**THE PROBLEM**
Would you repeat the listing exactly, without any of its images?

[DATA PROVIDED Boundary: Start]

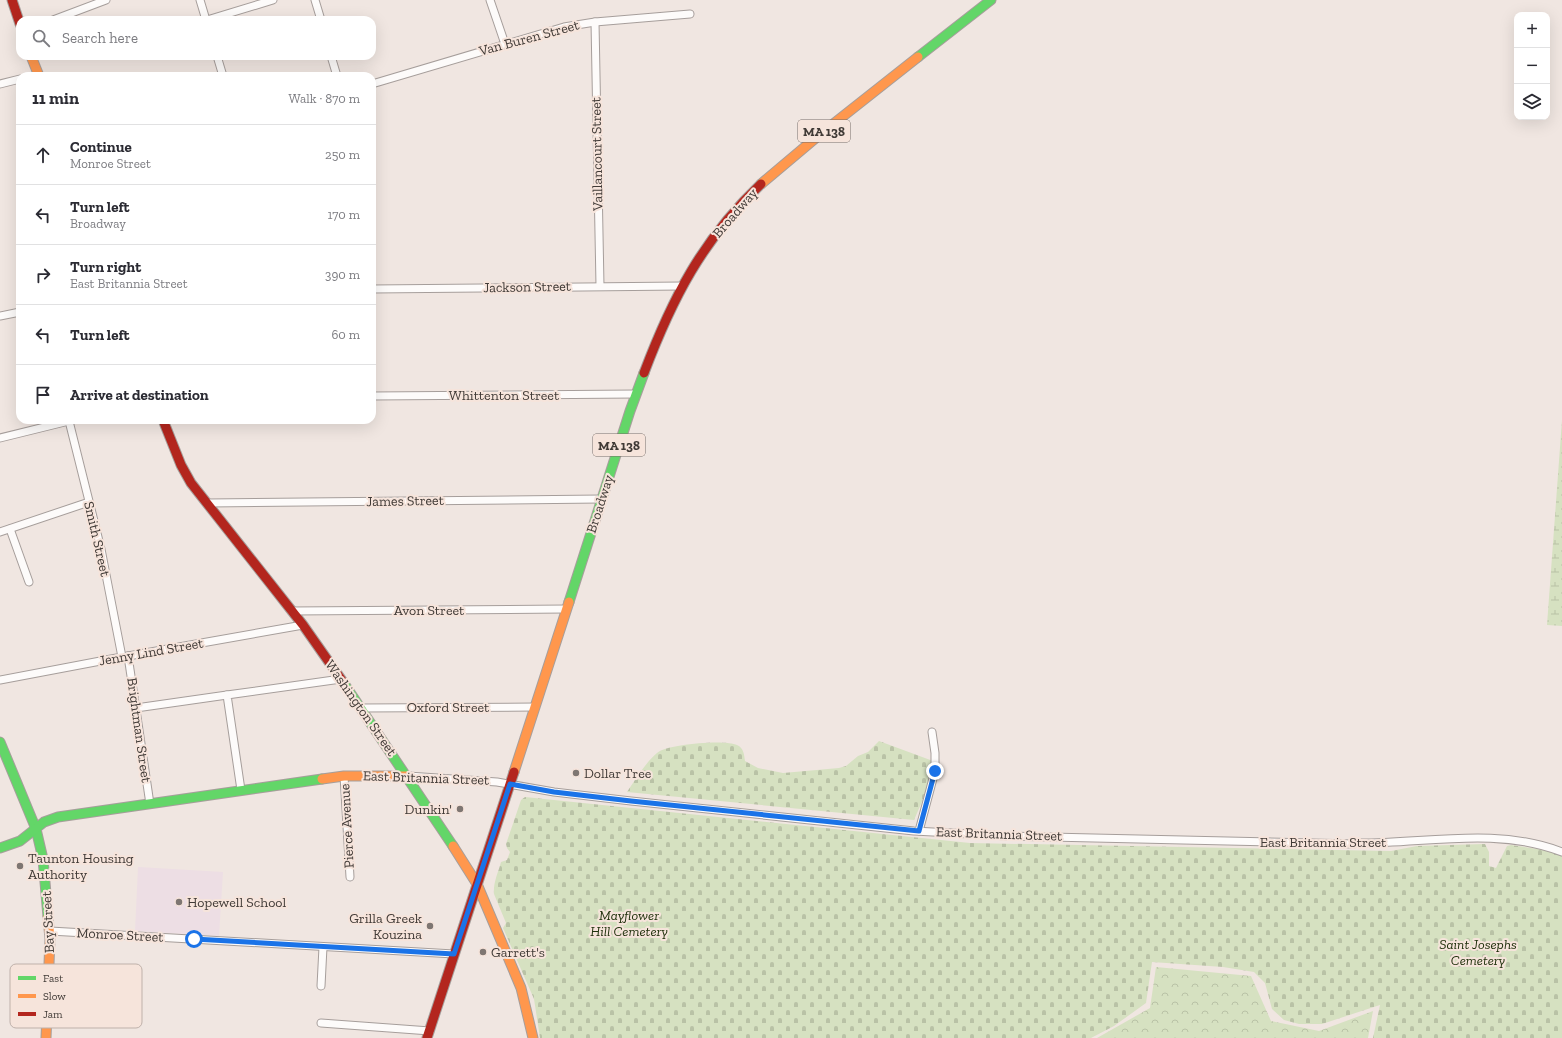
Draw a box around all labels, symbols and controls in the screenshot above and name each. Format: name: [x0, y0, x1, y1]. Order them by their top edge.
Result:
map controls: [1514, 12, 1550, 120]
button: +: [1514, 12, 1550, 48]
search box: [16, 16, 376, 60]
street label: Van Buren Street: [476, 16, 582, 60]
icon: search: [30, 27, 52, 49]
text: Search here: [62, 29, 138, 47]
button: −: [1514, 48, 1550, 84]
button: layers: [1514, 84, 1550, 120]
text: 11 min: [32, 88, 79, 108]
text: Walk · 870 m: [288, 91, 360, 106]
street label: Vaillancourt Street: [587, 96, 607, 212]
road number: MA 138: [798, 120, 850, 142]
text: Continue: [70, 138, 132, 156]
icon: ahead: [32, 144, 54, 166]
text: 250 m: [325, 147, 360, 162]
text: Monroe Street: [70, 156, 151, 171]
street label: Broadway: [709, 184, 762, 241]
text: Turn left: [70, 198, 130, 216]
icon: left: [32, 204, 54, 226]
text: 170 m: [327, 207, 360, 222]
text: Broadway: [70, 216, 126, 231]
text: Turn right: [70, 258, 141, 276]
icon: right: [32, 264, 54, 286]
text: 390 m: [325, 267, 360, 282]
text: East Britannia Street: [70, 276, 187, 291]
street label: Jackson Street: [483, 278, 572, 296]
icon: left: [32, 324, 54, 346]
text: Turn left: [70, 326, 130, 344]
text: 60 m: [331, 327, 360, 342]
icon: arrive: [32, 384, 54, 406]
text: Arrive at destination: [70, 386, 209, 404]
street label: Whittenton Street: [449, 387, 560, 404]
road number: MA 138: [593, 434, 645, 456]
street label: Broadway: [583, 472, 618, 535]
street label: James Street: [366, 492, 445, 510]
street label: Smith Street: [80, 500, 114, 579]
street label: Avon Street: [394, 602, 465, 619]
street label: Jenny Lind Street: [97, 634, 205, 670]
street label: Washington Street: [322, 657, 401, 760]
street label: Brightman Street: [123, 676, 155, 784]
street label: Oxford Street: [407, 699, 490, 716]
route end: [926, 762, 944, 780]
place label: Dollar Tree: [584, 765, 652, 782]
street label: East Britannia Street: [362, 767, 490, 789]
marker: Dollar Tree: [571, 768, 581, 778]
street label: Pierce Avenue: [336, 783, 358, 869]
place label: Dunkin': [405, 801, 452, 818]
marker: Dunkin': [455, 804, 465, 814]
street label: East Britannia Street: [935, 823, 1063, 845]
street label: East Britannia Street: [1260, 834, 1387, 851]
place label: Taunton Housing Authority: [28, 850, 134, 883]
marker: Taunton Housing Authority: [15, 861, 25, 871]
street label: Bay Street: [38, 890, 58, 953]
place label: Hopewell School: [187, 894, 286, 911]
marker: Hopewell School: [174, 897, 184, 907]
park label: Mayflower Hill Cemetery: [590, 907, 668, 940]
place label: Grilla Greek Kouzina: [349, 910, 423, 943]
marker: Grilla Greek Kouzina: [425, 921, 435, 931]
street label: Monroe Street: [76, 924, 165, 946]
route start: [185, 930, 203, 948]
park label: Saint Josephs Cemetery: [1439, 936, 1517, 969]
place label: Garrett's: [491, 944, 545, 961]
marker: Garrett's: [478, 947, 488, 957]
legend: [10, 964, 142, 1028]
text: Fast: [43, 972, 64, 985]
text: Slow: [43, 990, 66, 1003]
text: Jam: [43, 1008, 63, 1021]

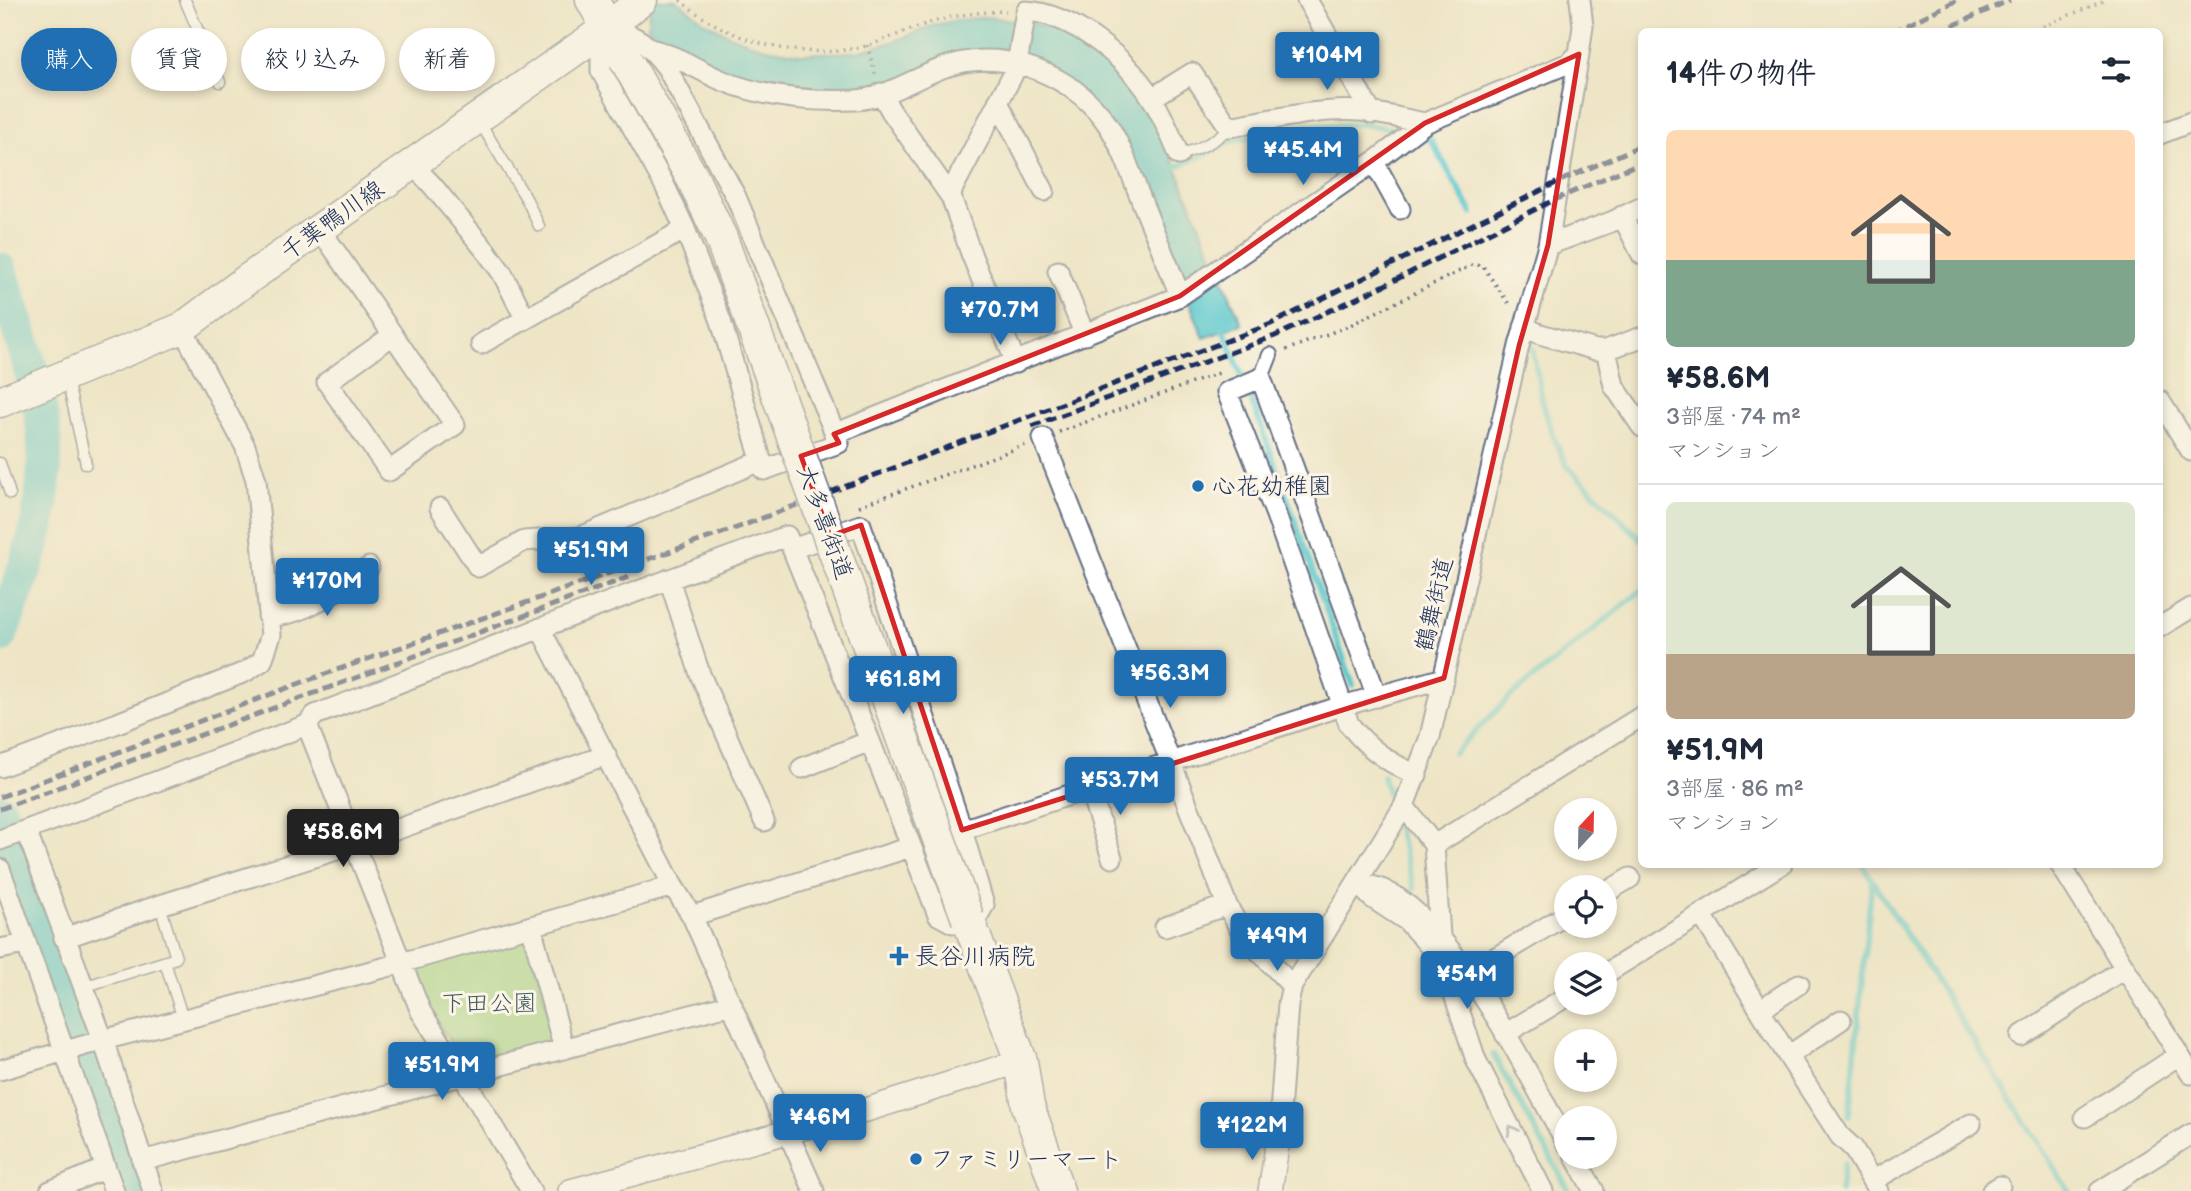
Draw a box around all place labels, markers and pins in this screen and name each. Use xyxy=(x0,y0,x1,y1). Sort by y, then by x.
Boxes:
pin: ¥104M xyxy=(1278,32,1376,92)
pin: ¥45.4M xyxy=(1246,128,1360,187)
pin: ¥70.7M xyxy=(943,288,1057,347)
place label: 心花幼稚園 xyxy=(1212,472,1332,501)
marker: 心花幼稚園 xyxy=(1190,478,1206,494)
pin: ¥51.9M xyxy=(534,528,648,587)
pin: ¥170M xyxy=(278,558,376,618)
pin: ¥56.3M xyxy=(1113,650,1227,710)
pin: ¥61.8M xyxy=(846,656,960,716)
pin: ¥53.7M xyxy=(1063,758,1177,817)
pin: ¥58.6M xyxy=(286,810,400,869)
pin: ¥49M xyxy=(1236,914,1318,973)
place label: 長谷川病院 xyxy=(915,942,1035,971)
marker: 長谷川病院 xyxy=(889,946,909,966)
pin: ¥54M xyxy=(1426,951,1508,1011)
pin: ¥51.9M xyxy=(385,1042,499,1102)
pin: ¥46M xyxy=(779,1094,861,1154)
pin: ¥122M xyxy=(1203,1102,1301,1162)
place label: ファミリーマート xyxy=(930,1145,1122,1174)
marker: ファミリーマート xyxy=(908,1151,924,1167)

[DATA PROVIDED Boundary: End]

**EXERCISE ANSWER**
Draw a box around all labels, symbols and controls in the screenshot above and name each. Format: name: [x0, y0, x1, y1]. Order them by their top edge.
Result:
map controls: [1514, 12, 1550, 120]
button: +: [1514, 12, 1550, 48]
search box: [16, 16, 376, 60]
street label: Van Buren Street: [476, 16, 582, 60]
icon: search: [30, 27, 52, 49]
text: Search here: [62, 29, 138, 47]
button: −: [1514, 48, 1550, 84]
button: layers: [1514, 84, 1550, 120]
text: 11 min: [32, 88, 79, 108]
text: Walk · 870 m: [288, 91, 360, 106]
street label: Vaillancourt Street: [587, 96, 607, 212]
road number: MA 138: [798, 120, 850, 142]
text: Continue: [70, 138, 132, 156]
icon: ahead: [32, 144, 54, 166]
text: 250 m: [325, 147, 360, 162]
text: Monroe Street: [70, 156, 151, 171]
street label: Broadway: [709, 184, 762, 241]
text: Turn left: [70, 198, 130, 216]
icon: left: [32, 204, 54, 226]
text: 170 m: [327, 207, 360, 222]
text: Broadway: [70, 216, 126, 231]
text: Turn right: [70, 258, 141, 276]
icon: right: [32, 264, 54, 286]
text: 390 m: [325, 267, 360, 282]
text: East Britannia Street: [70, 276, 187, 291]
street label: Jackson Street: [483, 278, 572, 296]
icon: left: [32, 324, 54, 346]
text: Turn left: [70, 326, 130, 344]
text: 60 m: [331, 327, 360, 342]
icon: arrive: [32, 384, 54, 406]
text: Arrive at destination: [70, 386, 209, 404]
street label: Whittenton Street: [449, 387, 560, 404]
road number: MA 138: [593, 434, 645, 456]
street label: Broadway: [583, 472, 618, 535]
street label: James Street: [366, 492, 445, 510]
street label: Smith Street: [80, 500, 114, 579]
street label: Avon Street: [394, 602, 465, 619]
street label: Jenny Lind Street: [97, 634, 205, 670]
street label: Washington Street: [322, 657, 401, 760]
street label: Brightman Street: [123, 676, 155, 784]
street label: Oxford Street: [407, 699, 490, 716]
route end: [926, 762, 944, 780]
place label: Dollar Tree: [584, 765, 652, 782]
street label: East Britannia Street: [362, 767, 490, 789]
marker: Dollar Tree: [571, 768, 581, 778]
street label: Pierce Avenue: [336, 783, 358, 869]
place label: Dunkin': [405, 801, 452, 818]
marker: Dunkin': [455, 804, 465, 814]
street label: East Britannia Street: [935, 823, 1063, 845]
street label: East Britannia Street: [1260, 834, 1387, 851]
place label: Taunton Housing Authority: [28, 850, 134, 883]
marker: Taunton Housing Authority: [15, 861, 25, 871]
street label: Bay Street: [38, 890, 58, 953]
place label: Hopewell School: [187, 894, 286, 911]
marker: Hopewell School: [174, 897, 184, 907]
park label: Mayflower Hill Cemetery: [590, 907, 668, 940]
place label: Grilla Greek Kouzina: [349, 910, 423, 943]
marker: Grilla Greek Kouzina: [425, 921, 435, 931]
street label: Monroe Street: [76, 924, 165, 946]
route start: [185, 930, 203, 948]
park label: Saint Josephs Cemetery: [1439, 936, 1517, 969]
place label: Garrett's: [491, 944, 545, 961]
marker: Garrett's: [478, 947, 488, 957]
legend: [10, 964, 142, 1028]
text: Fast: [43, 972, 64, 985]
text: Slow: [43, 990, 66, 1003]
text: Jam: [43, 1008, 63, 1021]

Draw a box around all place labels, markers and pins in this screen and name each. Use xyxy=(x0,y0,x1,y1). Sort by y, then by x.
Boxes:
pin: ¥104M xyxy=(1278,32,1376,92)
pin: ¥45.4M xyxy=(1246,128,1360,187)
pin: ¥70.7M xyxy=(943,288,1057,347)
place label: 心花幼稚園 xyxy=(1212,472,1332,501)
marker: 心花幼稚園 xyxy=(1190,478,1206,494)
pin: ¥51.9M xyxy=(534,528,648,587)
pin: ¥170M xyxy=(278,558,376,618)
pin: ¥56.3M xyxy=(1113,650,1227,710)
pin: ¥61.8M xyxy=(846,656,960,716)
pin: ¥53.7M xyxy=(1063,758,1177,817)
pin: ¥58.6M xyxy=(286,810,400,869)
pin: ¥49M xyxy=(1236,914,1318,973)
place label: 長谷川病院 xyxy=(915,942,1035,971)
marker: 長谷川病院 xyxy=(889,946,909,966)
pin: ¥54M xyxy=(1426,951,1508,1011)
pin: ¥51.9M xyxy=(385,1042,499,1102)
pin: ¥46M xyxy=(779,1094,861,1154)
pin: ¥122M xyxy=(1203,1102,1301,1162)
place label: ファミリーマート xyxy=(930,1145,1122,1174)
marker: ファミリーマート xyxy=(908,1151,924,1167)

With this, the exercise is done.